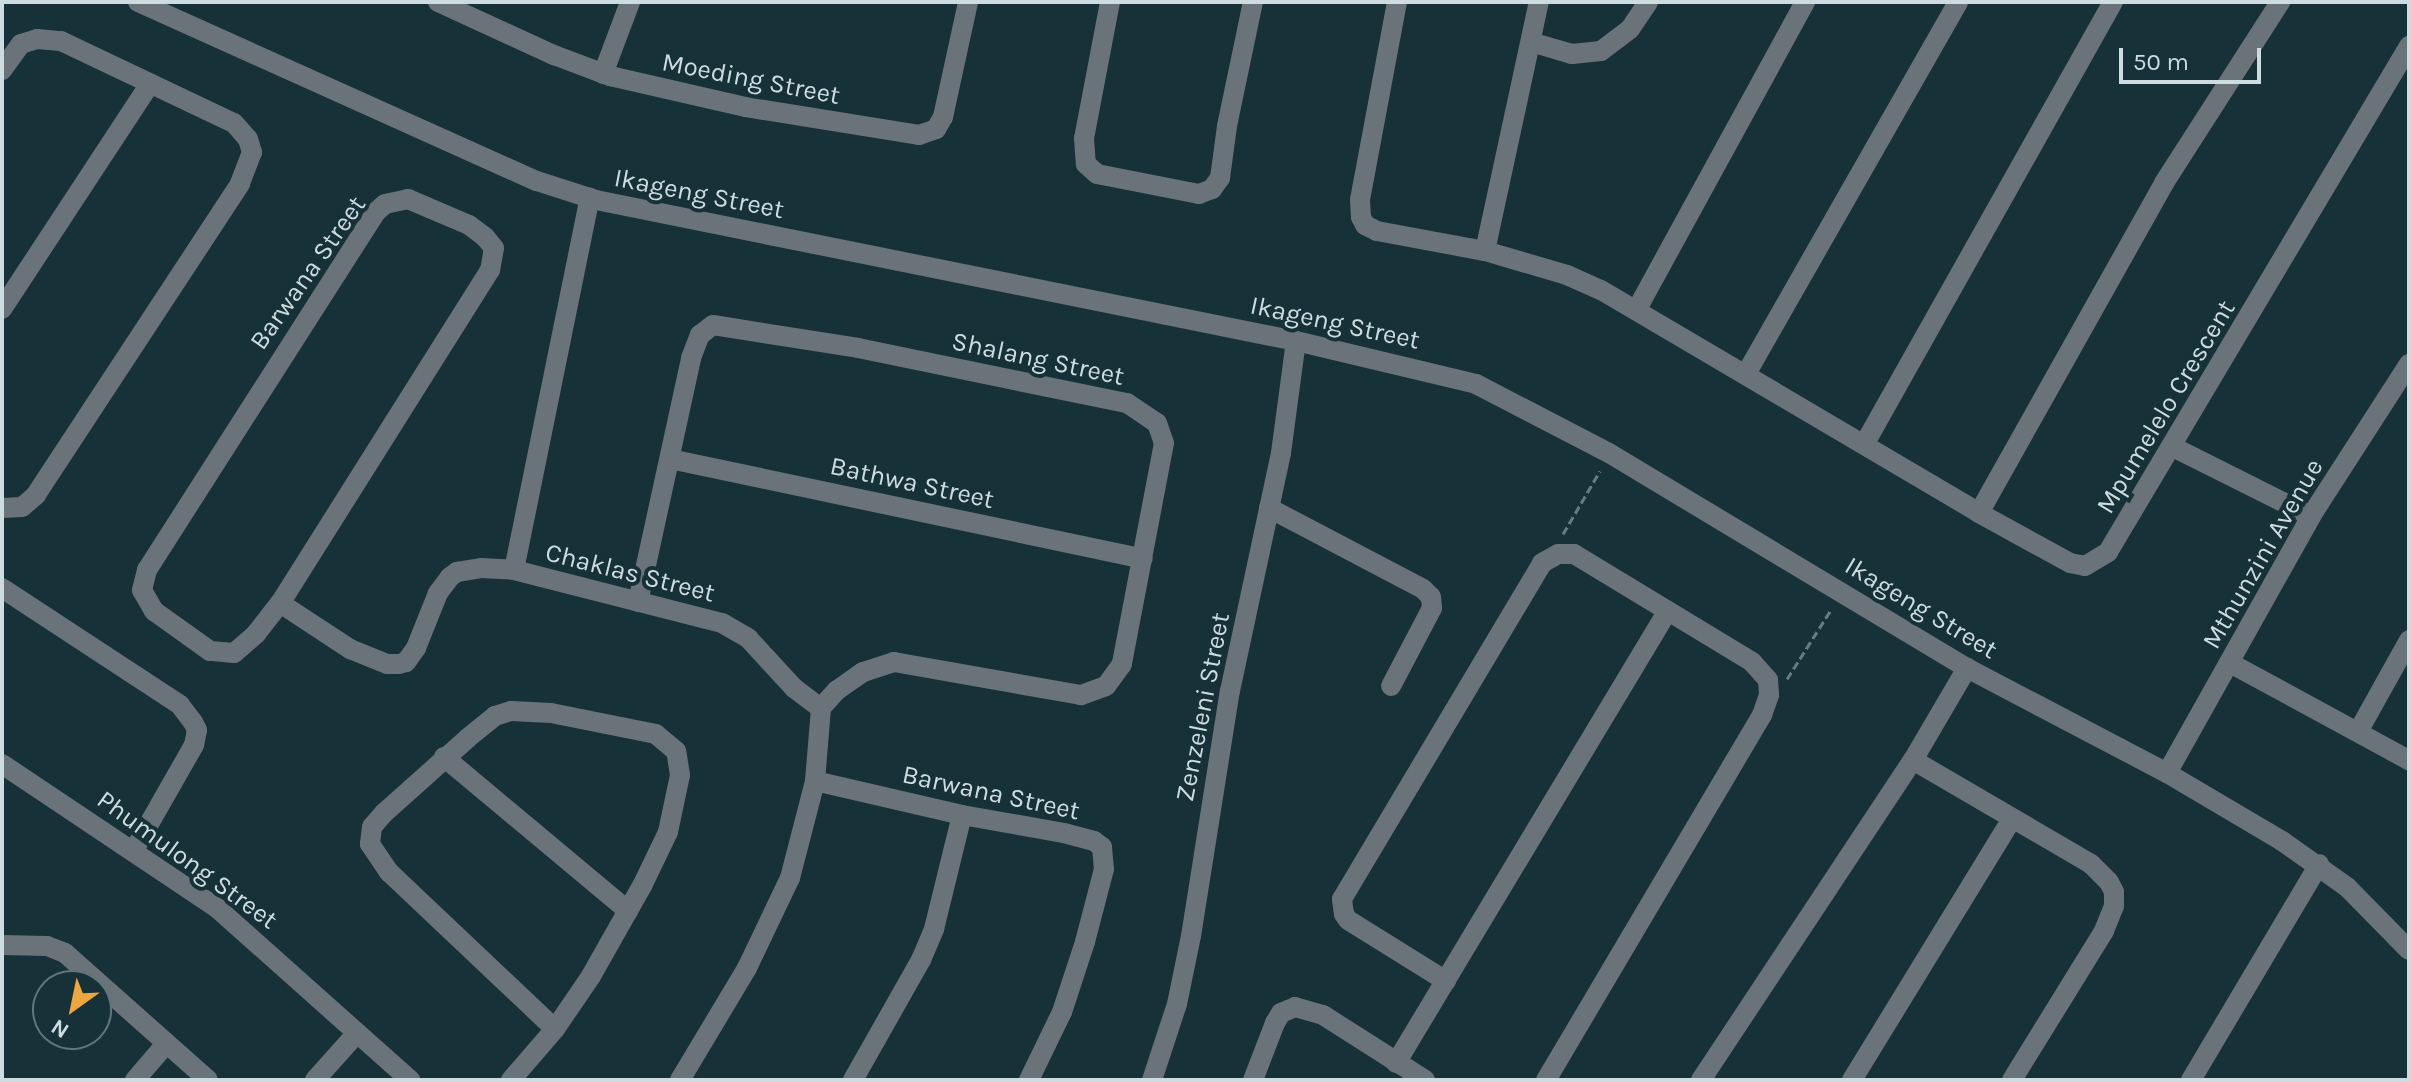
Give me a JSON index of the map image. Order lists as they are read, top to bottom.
{
  "streets": {
    "street": [
      "Moeding Street",
      "Ikageng Street",
      "Barwana Street",
      "Shalang Street",
      "Mpumelelo Crescent",
      "Bathwa Street",
      "Mthunzini Avenue",
      "Chaklas Street",
      "Zenzeleni Street",
      "Phumulong Street"
    ]
  },
  "crossings": [
    ["Ikageng Street", "Mthunzini Avenue"],
    ["Ikageng Street", "Chaklas Street"],
    ["Ikageng Street", "Zenzeleni Street"],
    ["Shalang Street", "Bathwa Street"],
    ["Shalang Street", "Chaklas Street"]
  ],
  "scale_bar": "50 m",
  "north": "bottom left"
}
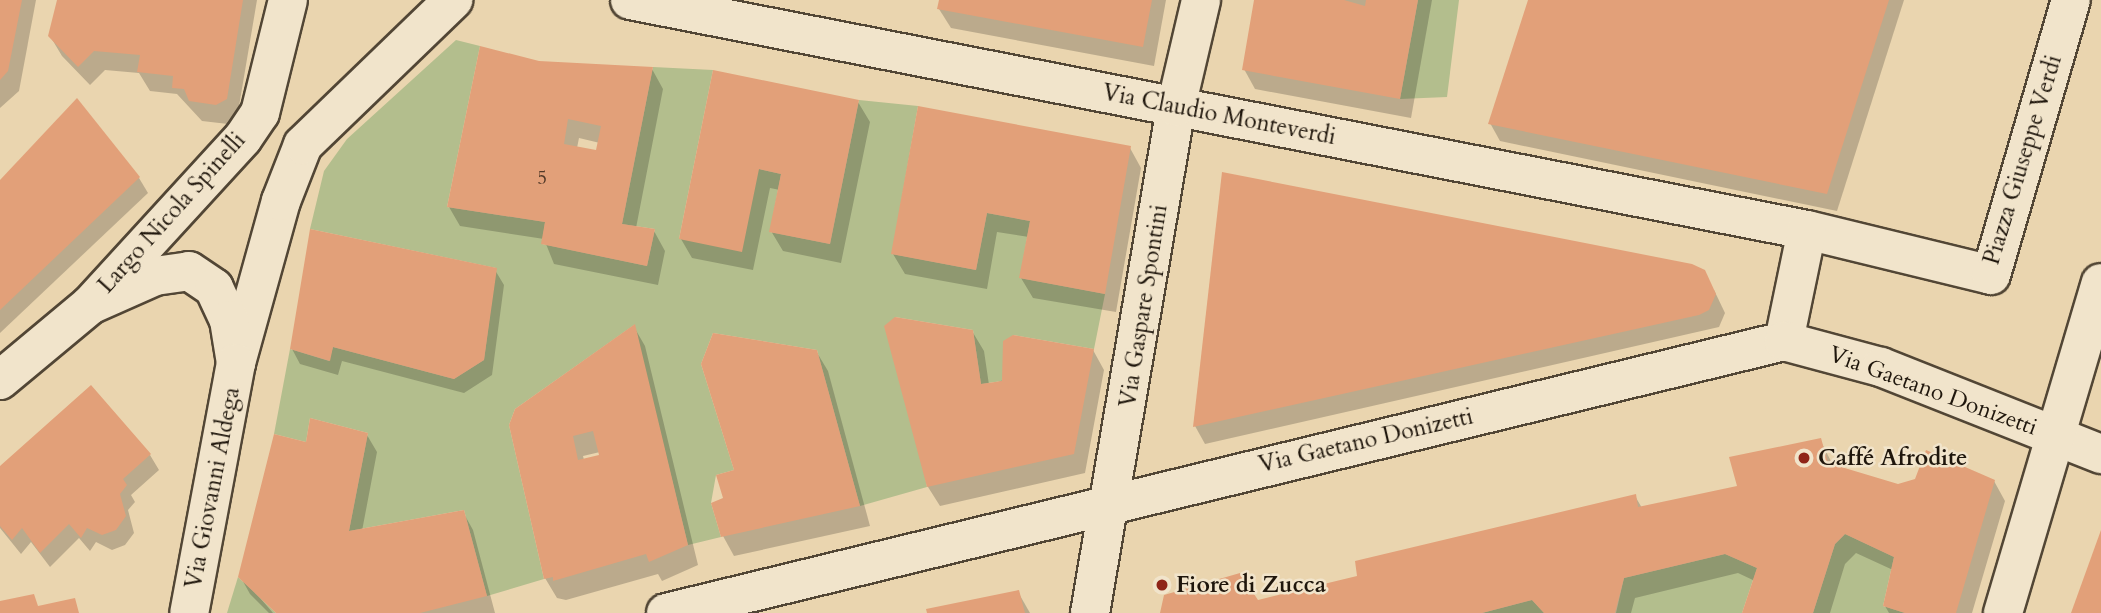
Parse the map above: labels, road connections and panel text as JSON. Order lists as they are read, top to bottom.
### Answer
{
  "streets": {
    "street": [
      "Via Claudio Monteverdi",
      "Piazza Giuseppe Verdi",
      "Largo Nicola Spinelli",
      "Via Gaspare Spontini",
      "Via Gaetano Donizetti",
      "Via Giovanni Aldega"
    ]
  },
  "crossings": [
    ["Via Claudio Monteverdi", "Piazza Giuseppe Verdi"],
    ["Via Claudio Monteverdi", "Via Gaspare Spontini"],
    ["Via Gaspare Spontini", "Via Gaetano Donizetti"]
  ],
  "places": ["Caffé Afrodite", "Fiore di Zucca"],
  "house_numbers": ["5"]
}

### Work instructions
In the listing above, find the line containing "Parse the map" and please quote exactly that line through the last one, and no other lines.

### Response to the task
Parse the map above: labels, road connections and panel text as JSON. Order lists as they are read, top to bottom.
### Answer
{
  "streets": {
    "street": [
      "Via Claudio Monteverdi",
      "Piazza Giuseppe Verdi",
      "Largo Nicola Spinelli",
      "Via Gaspare Spontini",
      "Via Gaetano Donizetti",
      "Via Giovanni Aldega"
    ]
  },
  "crossings": [
    ["Via Claudio Monteverdi", "Piazza Giuseppe Verdi"],
    ["Via Claudio Monteverdi", "Via Gaspare Spontini"],
    ["Via Gaspare Spontini", "Via Gaetano Donizetti"]
  ],
  "places": ["Caffé Afrodite", "Fiore di Zucca"],
  "house_numbers": ["5"]
}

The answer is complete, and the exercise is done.